Dottie, heartbroken by this rejection, ends up marrying someone else, in spite of knowing that she doesn’t really love him. Marriage is the only thing to which these women can really aspire.
Another protagonist, Polly, has a long affair with a married man. When he eventually leaves her to return to his wife, it coincides with her parents divorcing and her father coming to stay. Her father is financially dependent on her and rather profligate with money. Polly soon gets into debt and worries about how they can stay afloat, casting about for a means of supplementing her pay:
She thought of needlework or of marketing her herbal jellies and pomander balls through the Woman’s Exchange. She and her father could make plum puddings of fruit cakes. But when she figured out one day at lunch the profit on a jar of rosemary jelly that would retail, say, at twenty cents a jar, she saw that with the cost of the jars, the sugar, the labels and the shipping, she would have to make five hundred jars to earn $25, and this on the assumption that the fruit and herbs and cooking gas were free … It would be the same with needlework. For the first time she understood the charms of mass production. Her conclusion was that it was idle to think that a person could make money by using her hands in her spare time: you would have to be an invalid or blind to show a profit.
Her father, a manic-depressive, sees the solution and tells her:
‘I intend to find you a husband. For purely selfish reasons. I need a son-in-law to support me in my old age.’
In spite of all Polly’s lateral thinking, this is, in the end of course what happens.
Marriage is not, however, shown to be a bed of roses.
Kay, whose wedding opens the novel, is soon seen to be in a dreadful plight. She gets a job at Macy’s but her marriage is dreadfully unhappy as her husband is a smug, drunk philanderer, who ends up beating her. Grim already, it takes a very sinister turn towards the end when Kay’s husband has her committed to a mental asylum, and she, faced with the choice of going home with him or staying there, decides to stay.
Another character marries a man who sleeps with their baby’s nurse and then blames the wife for letting it happen. Another marries a pediatrician, and is bullied into letting their baby be little more than a case for his career.
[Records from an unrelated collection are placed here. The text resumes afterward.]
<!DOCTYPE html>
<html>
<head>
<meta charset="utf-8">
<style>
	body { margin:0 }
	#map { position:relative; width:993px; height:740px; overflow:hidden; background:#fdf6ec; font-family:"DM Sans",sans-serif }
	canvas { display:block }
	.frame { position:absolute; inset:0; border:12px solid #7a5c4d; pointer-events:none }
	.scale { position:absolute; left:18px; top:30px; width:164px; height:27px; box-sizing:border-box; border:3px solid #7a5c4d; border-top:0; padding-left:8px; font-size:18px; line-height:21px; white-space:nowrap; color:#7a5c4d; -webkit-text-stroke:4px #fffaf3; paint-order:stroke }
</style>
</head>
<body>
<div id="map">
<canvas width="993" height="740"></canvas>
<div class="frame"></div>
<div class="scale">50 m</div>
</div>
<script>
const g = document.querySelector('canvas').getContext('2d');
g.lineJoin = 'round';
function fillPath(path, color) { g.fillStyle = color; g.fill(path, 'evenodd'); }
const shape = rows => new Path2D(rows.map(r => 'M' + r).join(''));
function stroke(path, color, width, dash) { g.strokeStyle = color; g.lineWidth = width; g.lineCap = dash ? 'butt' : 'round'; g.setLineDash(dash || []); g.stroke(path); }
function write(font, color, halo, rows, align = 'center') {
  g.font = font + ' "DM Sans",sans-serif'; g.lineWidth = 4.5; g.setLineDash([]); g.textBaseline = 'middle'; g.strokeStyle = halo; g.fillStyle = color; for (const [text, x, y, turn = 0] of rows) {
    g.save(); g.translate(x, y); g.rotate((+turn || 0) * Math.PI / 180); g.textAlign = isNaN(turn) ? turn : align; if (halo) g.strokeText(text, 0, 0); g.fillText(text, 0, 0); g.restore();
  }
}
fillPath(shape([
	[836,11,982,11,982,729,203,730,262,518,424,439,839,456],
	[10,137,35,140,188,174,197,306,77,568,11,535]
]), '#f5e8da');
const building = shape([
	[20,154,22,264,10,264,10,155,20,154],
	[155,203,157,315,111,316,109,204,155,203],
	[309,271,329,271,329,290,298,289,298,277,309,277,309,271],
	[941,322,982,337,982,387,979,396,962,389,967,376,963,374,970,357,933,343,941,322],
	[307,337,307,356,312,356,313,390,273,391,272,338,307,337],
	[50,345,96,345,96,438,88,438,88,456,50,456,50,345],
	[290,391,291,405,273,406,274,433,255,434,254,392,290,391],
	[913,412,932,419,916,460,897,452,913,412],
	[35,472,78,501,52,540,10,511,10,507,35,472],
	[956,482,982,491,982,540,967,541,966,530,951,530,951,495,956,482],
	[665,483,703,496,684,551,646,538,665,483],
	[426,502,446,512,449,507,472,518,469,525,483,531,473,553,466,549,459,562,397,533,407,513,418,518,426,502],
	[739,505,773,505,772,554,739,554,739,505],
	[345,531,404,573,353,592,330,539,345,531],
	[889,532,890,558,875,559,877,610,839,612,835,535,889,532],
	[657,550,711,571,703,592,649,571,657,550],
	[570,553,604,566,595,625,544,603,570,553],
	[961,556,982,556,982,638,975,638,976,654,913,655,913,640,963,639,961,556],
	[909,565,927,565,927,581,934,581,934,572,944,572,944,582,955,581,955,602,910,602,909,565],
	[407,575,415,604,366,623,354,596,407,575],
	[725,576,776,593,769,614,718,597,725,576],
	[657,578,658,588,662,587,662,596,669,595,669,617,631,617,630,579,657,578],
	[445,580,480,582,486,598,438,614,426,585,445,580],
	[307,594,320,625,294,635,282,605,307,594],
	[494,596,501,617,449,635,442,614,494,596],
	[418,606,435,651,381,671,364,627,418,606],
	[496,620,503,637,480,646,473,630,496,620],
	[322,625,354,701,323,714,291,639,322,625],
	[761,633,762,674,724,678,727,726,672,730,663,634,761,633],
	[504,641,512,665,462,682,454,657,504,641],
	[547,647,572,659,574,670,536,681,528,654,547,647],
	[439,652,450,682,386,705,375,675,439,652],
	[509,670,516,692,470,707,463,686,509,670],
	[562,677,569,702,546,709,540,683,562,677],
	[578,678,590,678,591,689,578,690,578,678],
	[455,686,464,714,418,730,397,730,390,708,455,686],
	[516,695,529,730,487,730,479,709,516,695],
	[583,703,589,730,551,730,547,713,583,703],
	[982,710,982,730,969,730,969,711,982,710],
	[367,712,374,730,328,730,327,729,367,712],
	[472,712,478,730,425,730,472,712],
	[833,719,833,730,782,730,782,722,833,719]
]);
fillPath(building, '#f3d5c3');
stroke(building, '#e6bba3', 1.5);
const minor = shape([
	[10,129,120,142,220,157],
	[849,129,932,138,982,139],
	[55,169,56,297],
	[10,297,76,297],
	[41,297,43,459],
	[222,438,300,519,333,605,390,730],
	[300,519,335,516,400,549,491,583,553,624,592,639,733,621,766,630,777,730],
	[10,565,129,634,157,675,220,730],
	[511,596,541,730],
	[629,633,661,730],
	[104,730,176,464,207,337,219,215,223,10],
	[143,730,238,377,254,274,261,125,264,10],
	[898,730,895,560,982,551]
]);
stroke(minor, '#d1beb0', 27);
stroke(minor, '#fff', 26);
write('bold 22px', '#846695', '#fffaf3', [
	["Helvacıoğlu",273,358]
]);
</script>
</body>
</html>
Time and again, these enterprising women come up against an obstacle which highlights their dependence on men and the severe limitations of marriage being the only solution. (There is one other solution which is posited, but I don’t want to give a plot spoiler here as it is revealed right at the end. Let it be said, however, that one character manages to sidestep the marriage problem rather neatly, and even gets the better of Kay’s horrible philandering husband.)
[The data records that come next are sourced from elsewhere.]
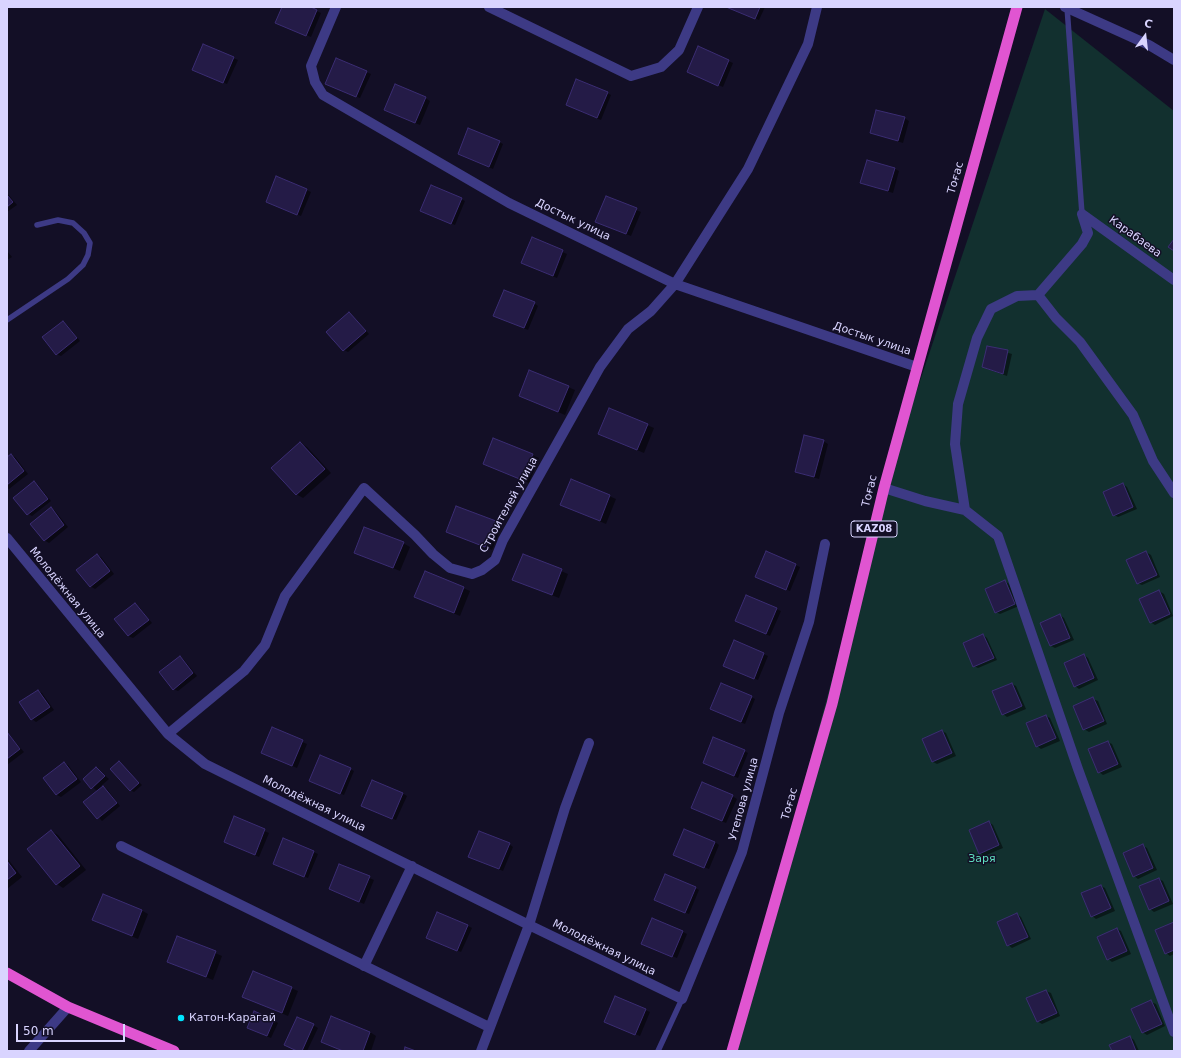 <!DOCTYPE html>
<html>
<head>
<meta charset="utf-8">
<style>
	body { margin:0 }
	#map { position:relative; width:1181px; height:1058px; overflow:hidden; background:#130f26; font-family:"DejaVu Sans",sans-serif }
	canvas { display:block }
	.frame { position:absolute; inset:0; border:8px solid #d9d4ff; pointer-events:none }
	.north { position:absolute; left:1125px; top:16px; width:40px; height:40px; -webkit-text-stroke:3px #130f26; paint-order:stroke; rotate:15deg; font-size:11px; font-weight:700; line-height:16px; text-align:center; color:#d9d4ff }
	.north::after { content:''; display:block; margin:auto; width:14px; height:18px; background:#d9d4ff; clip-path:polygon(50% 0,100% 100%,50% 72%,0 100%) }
	.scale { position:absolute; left:16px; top:1024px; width:109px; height:18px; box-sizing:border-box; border:2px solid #d9d4ff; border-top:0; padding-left:5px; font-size:12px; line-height:14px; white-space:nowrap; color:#d9d4ff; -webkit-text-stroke:3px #130f26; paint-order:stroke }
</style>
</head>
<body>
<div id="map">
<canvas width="1181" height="1058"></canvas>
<div class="frame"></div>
<div class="north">С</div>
<div class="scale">50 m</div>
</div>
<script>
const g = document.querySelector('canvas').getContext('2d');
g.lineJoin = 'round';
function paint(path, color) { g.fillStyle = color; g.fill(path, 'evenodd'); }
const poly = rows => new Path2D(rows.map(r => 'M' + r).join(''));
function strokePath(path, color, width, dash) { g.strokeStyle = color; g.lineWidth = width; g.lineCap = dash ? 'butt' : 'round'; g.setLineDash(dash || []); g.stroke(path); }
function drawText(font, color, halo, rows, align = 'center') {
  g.font = font + ' "DejaVu Sans",sans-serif'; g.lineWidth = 3; g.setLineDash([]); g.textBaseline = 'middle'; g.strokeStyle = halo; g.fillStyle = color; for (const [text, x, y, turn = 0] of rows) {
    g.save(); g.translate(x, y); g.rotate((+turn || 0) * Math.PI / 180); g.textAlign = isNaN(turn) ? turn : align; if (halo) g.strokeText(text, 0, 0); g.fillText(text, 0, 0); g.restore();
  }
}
paint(poly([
	[1045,9,1174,111,1174,1051,731,1051,884,488]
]), '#12302f');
paint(poly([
	[283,7,308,7,321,13,311,37,281,25],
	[727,7,765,7,759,20],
	[699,48,733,63,723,87,693,74],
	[233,58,238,60,227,84,197,72],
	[366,72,371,74,360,98,330,86],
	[607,93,611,95,601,120,571,107],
	[425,98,430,101,420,125,389,112],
	[904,118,909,121,903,143,871,133],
	[499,142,503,144,493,169,459,154],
	[895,169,899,171,893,193,861,183],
	[277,177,311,192,301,216,271,204],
	[7,193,17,205,7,212],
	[607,197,641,212,631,236,601,224],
	[461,199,465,201,455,225,425,213],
	[533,239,567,254,557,278,527,265],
	[7,251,12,257,7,260],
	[534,303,538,306,528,330,498,317],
	[349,313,369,334,348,352,344,350],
	[63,322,67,325,80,341,61,356,56,354],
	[988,347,1012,354,1007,376,987,369],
	[568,387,575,390,565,415,521,396],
	[647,425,654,428,644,453,599,434],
	[823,441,828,444,819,479,796,472],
	[300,443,307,447,331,473,303,498,296,494],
	[11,455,15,457,28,474,9,489,7,488,7,458],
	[532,455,539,458,529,483,484,464],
	[34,482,38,485,51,501,32,516,28,514],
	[1123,484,1127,487,1137,509,1118,517,1114,515],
	[609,496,616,499,606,524,562,505],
	[51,509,55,511,68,527,49,543,44,540],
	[495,522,502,526,492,550,447,531],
	[403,543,410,547,400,571,355,552],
	[766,552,800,567,790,591,760,579],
	[1146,552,1151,555,1160,577,1142,585,1137,583],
	[97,555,101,557,114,574,95,589,90,586],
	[523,555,568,574,559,598,514,580],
	[1005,581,1009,584,1019,606,1000,614,996,612],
	[463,588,470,591,460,616,416,597],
	[1159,591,1164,594,1173,616,1155,625,1150,622],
	[135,604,139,607,152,623,133,638,128,636,116,619],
	[776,609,781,611,770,636,740,623],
	[1060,615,1064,618,1074,640,1055,648,1051,646,1041,623],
	[983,635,987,638,997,660,978,668,974,666],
	[734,641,768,656,758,680,728,668],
	[1084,655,1088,658,1098,680,1079,689,1075,686],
	[180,657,184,660,197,676,178,691,173,689],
	[1012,684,1016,686,1026,709,1007,717,1003,714],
	[38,691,42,693,54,710,36,722,32,719,20,703],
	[751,697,755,699,745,724,715,711],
	[1093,699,1098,701,1107,724,1089,732,1084,729],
	[1046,716,1050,718,1060,741,1041,749,1037,746],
	[273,729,307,744,297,768,267,755],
	[942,731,946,733,956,756,937,764,933,762,923,739],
	[7,733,24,752,7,765],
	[1108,742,1112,744,1122,767,1103,775,1099,772],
	[744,751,748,753,738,778,708,765],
	[64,763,68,765,81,782,61,797,57,795,44,778],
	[119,763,142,785,134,792,130,790],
	[96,768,109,779,101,786,107,789,120,806,102,821,84,802,97,791,84,779],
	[350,769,354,771,344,795,314,783],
	[402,793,407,796,396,820,366,808],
	[732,796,737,799,726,823,696,810],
	[235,818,269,833,259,857,225,842],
	[989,822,993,825,1003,848,984,856,980,853],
	[51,831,58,835,86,870,63,888,57,884],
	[284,839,318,854,308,878,278,866],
	[715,842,719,845,709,869,679,857],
	[509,844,513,847,503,871,473,858],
	[1143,846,1147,848,1157,870,1138,879,1134,876],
	[7,858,22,877,7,889],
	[340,865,374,880,364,904,330,889],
	[1159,879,1163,881,1173,904,1154,912,1150,909],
	[1101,886,1105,888,1115,911,1096,919,1092,916],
	[695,888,699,890,689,914,659,902],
	[141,910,148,914,138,939,94,920],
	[1017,914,1021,917,1031,939,1012,948,1008,945],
	[1174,923,1174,954,1170,956,1166,953],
	[468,926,472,928,461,952,432,940],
	[1117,929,1121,931,1131,954,1112,962,1108,959],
	[683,932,687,934,677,958,647,946],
	[177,937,222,956,213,980,168,961],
	[291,988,298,991,288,1016,244,997],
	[1046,991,1051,993,1060,1016,1042,1024,1037,1021],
	[616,997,650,1012,640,1036,610,1024],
	[1151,1002,1156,1004,1165,1026,1147,1035,1142,1032],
	[274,1020,278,1023,271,1038,252,1030],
	[313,1025,318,1028,307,1051,298,1051],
	[370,1032,376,1036,371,1051,343,1051,322,1042],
	[1130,1037,1134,1040,1139,1051,1113,1051]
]), '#0007');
const building = poly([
	[282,7,311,7,317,10,306,36,275,23,282,7],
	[726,7,760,7,755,19,726,7],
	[203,44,234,57,223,83,192,70,203,44],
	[698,46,729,60,718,86,687,72,698,46],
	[336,58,367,71,356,97,325,84,336,58],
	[576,79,608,92,597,118,566,105,576,79],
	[395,84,426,97,415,123,384,110,395,84],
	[876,110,905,117,898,141,870,133,876,110],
	[468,128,500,141,489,167,458,154,468,128],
	[867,160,895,168,888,191,860,183,867,160],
	[276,176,307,189,297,215,266,202,276,176],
	[431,185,462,198,451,224,420,211,431,185],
	[7,195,13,202,7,207,7,195],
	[606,196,637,208,626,234,595,222,606,196],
	[532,237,563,250,553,276,521,263,532,237],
	[1174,239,1174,251,1168,247,1174,239],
	[504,290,535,302,524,328,493,316,504,290],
	[349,312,366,331,343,351,326,332,349,312],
	[63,321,77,338,56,355,42,337,63,321],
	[987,346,1008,350,1003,374,982,367,987,346],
	[529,370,569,386,558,412,519,396,529,370],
	[609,408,648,424,637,450,598,434,609,408],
	[804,435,824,440,814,477,795,472,804,435],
	[493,438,533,454,522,480,483,464,493,438],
	[300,442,325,469,296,495,271,468,300,442],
	[11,454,24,471,7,485,7,457,11,454],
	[571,479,610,495,600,521,560,505,571,479],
	[34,481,48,499,27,515,13,498,34,481],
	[1123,483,1133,507,1113,516,1103,492,1123,483],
	[456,506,496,521,485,547,446,532,456,506],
	[51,507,64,525,44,541,30,524,51,507],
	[364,527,404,542,393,568,354,553,364,527],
	[766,551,796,564,786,590,755,577,766,551],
	[1146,551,1157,575,1137,584,1126,560,1146,551],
	[97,554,110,571,90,587,76,570,97,554],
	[523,554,562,569,552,595,512,580,523,554],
	[425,571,464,587,454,613,414,597,425,571],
	[1005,580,1015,604,995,613,985,589,1005,580],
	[1159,590,1170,614,1150,623,1139,599,1159,590],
	[746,595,777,608,766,634,735,621,746,595],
	[135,603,149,620,128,636,114,619,135,603],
	[1060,614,1070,638,1050,646,1040,623,1060,614],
	[983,634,994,658,973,667,963,643,983,634],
	[734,640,764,653,754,679,723,666,734,640],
	[1084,654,1094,678,1074,687,1064,663,1084,654],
	[180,656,193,673,173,690,159,672,180,656],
	[721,683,752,696,741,722,710,709,721,683],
	[1012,683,1022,706,1002,715,992,691,1012,683],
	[38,690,50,707,31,720,19,702,38,690],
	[1093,697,1104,721,1083,730,1073,706,1093,697],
	[1046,715,1056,738,1036,747,1026,723,1046,715],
	[272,727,303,740,292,766,261,753,272,727],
	[942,730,952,753,932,762,922,739,942,730],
	[7,732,20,749,7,759,7,732],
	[713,737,745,750,734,776,703,763,713,737],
	[1108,741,1118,764,1098,773,1088,749,1108,741],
	[320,755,351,768,340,794,309,781,320,755],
	[119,761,139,783,130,791,110,769,119,761],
	[64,762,77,779,56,795,43,778,64,762],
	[96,767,105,776,91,789,83,779,96,767],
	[372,780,403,793,392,819,361,806,372,780],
	[702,782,733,795,722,821,691,808,702,782],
	[103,786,117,803,97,819,83,802,103,786],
	[234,816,265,829,255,855,224,842,234,816],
	[989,821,999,845,979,854,969,830,989,821],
	[684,829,715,842,704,868,673,855,684,829],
	[51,830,80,866,56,885,27,849,51,830],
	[479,831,510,843,499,869,468,857,479,831],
	[283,838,314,851,304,877,273,864,283,838],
	[1143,844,1153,868,1133,877,1123,853,1143,844],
	[7,861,16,873,7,880,7,861],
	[339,864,370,876,359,902,329,889,339,864],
	[665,874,696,887,685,913,654,900,665,874],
	[1159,878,1169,901,1149,910,1139,886,1159,878],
	[1101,885,1111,908,1091,917,1081,893,1101,885],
	[103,894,142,910,132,936,92,920,103,894],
	[437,912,468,925,457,951,426,938,437,912],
	[1017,913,1028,937,1007,946,997,922,1017,913],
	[652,918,683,931,672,957,641,944,652,918],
	[1174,922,1174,950,1165,954,1155,930,1174,922],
	[1117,928,1127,951,1107,960,1097,937,1117,928],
	[177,936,216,951,206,977,167,962,177,936],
	[253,971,292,987,282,1013,242,997,253,971],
	[1046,990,1057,1013,1037,1022,1026,998,1046,990],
	[615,996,646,1009,635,1035,604,1022,615,996],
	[1151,1000,1162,1024,1142,1033,1131,1009,1151,1000],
	[254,1011,274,1020,267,1036,247,1028,254,1011],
	[331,1016,370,1032,363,1051,343,1051,321,1042,331,1016],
	[297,1017,314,1024,302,1051,297,1051,284,1045,297,1017],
	[1130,1036,1136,1051,1112,1051,1109,1045,1130,1036],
	[405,1047,416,1051,404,1051,405,1047]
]);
paint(building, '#241b47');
strokePath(building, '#3b2d73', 1);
strokePath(poly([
	[1067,7,1082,214],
	[7,320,68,279,83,265,88,255,90,243,84,233,73,223,58,220,37,225],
	[658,1051,682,999]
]), '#3d3a85', 5.5);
strokePath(poly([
	[336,7,311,66,315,82,323,95,509,203,675,284,917,367],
	[489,7,631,76,661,67,679,50,698,7],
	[1065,7,1149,45,1174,60],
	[1082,214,1088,233,1082,244,1038,295,1056,318,1080,342,1133,415,1153,461,1174,493],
	[1082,214,1174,280],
	[884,488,925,501,965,510,998,536,1078,769,1174,1032],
	[965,510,955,444,958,404,977,338,991,309,1017,296,1038,295],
	[7,538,168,734,205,764,529,925,682,999,742,852,779,713,809,622,825,544],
	[168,734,244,671,265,645,285,596,364,488,415,535,433,554,450,568,472,574,482,570,495,560,503,540,600,367,628,329,651,311,675,284,748,169,808,44,817,7],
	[121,846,489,1027],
	[364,966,412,866],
	[29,1051,68,1007],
	[481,1051,529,925,565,808,589,743]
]), '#3d3a85', 10);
strokePath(poly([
	[7,973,68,1007,174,1051],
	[732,1051,832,704,884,488,1017,7]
]), '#e055d1', 11);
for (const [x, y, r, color] of [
	[181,1018,4,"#00e5ff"]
]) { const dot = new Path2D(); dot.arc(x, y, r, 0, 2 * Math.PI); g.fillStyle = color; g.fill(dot); strokePath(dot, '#130f26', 1.5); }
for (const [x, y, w] of [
	[874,529,46]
]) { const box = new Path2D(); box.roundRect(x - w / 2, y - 8, w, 16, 3); g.fillStyle = '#130f26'; g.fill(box); strokePath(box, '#d9d4ff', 1); }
drawText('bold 10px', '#d9d4ff', null, [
	["KAZ08",874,529]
]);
drawText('11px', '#d9d4ff', '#130f26', [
	["Тоғас",956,178,-74],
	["Достык улица",573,220,26],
	["Карабаева",1135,237,36],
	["Достык улица",872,339,19],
	["Тоғас",870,491,-76],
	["Строителей улица",509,505,-61],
	["Молодёжная улица",67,593,51],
	["Утепова улица",744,799,-75],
	["Молодёжная улица",314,804,26],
	["Тоғас",790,804,-74],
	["Молодёжная улица",604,948,26]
]);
drawText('11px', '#5fe0c0', '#130f26', [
	["Заря",982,859]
]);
drawText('11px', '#d9d4ff', '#130f26', [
	["Катон-Карагай",189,1018]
], 'left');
</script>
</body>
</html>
Having said all this, The Group doesn’t read like an angry feminist book. McCarthy makes her point, but does so through a very enjoyable narrative, peppered with humour and wry observations. It is not just the plight of women that is portrayed, but New York in the thirties – its literary scene with book-review editors ‘like kings … holding levees, surrounded by their courtiers, while petitioners waited eagerly in the anteroom and footmen trotted back and forth’, its political idealists, its enthusiasm for psychoanalysis, its children of the Depression, and the worries of the impending war in Europe.
The Group manages to be both enjoyable and political, plot-driven and ideologically persuasive. One wonders how Mary McCarthy achieved such a feat. Moreover, one wonders why its publishers today so diminish it by marketing it as little more than the inspiration for Sex and the City.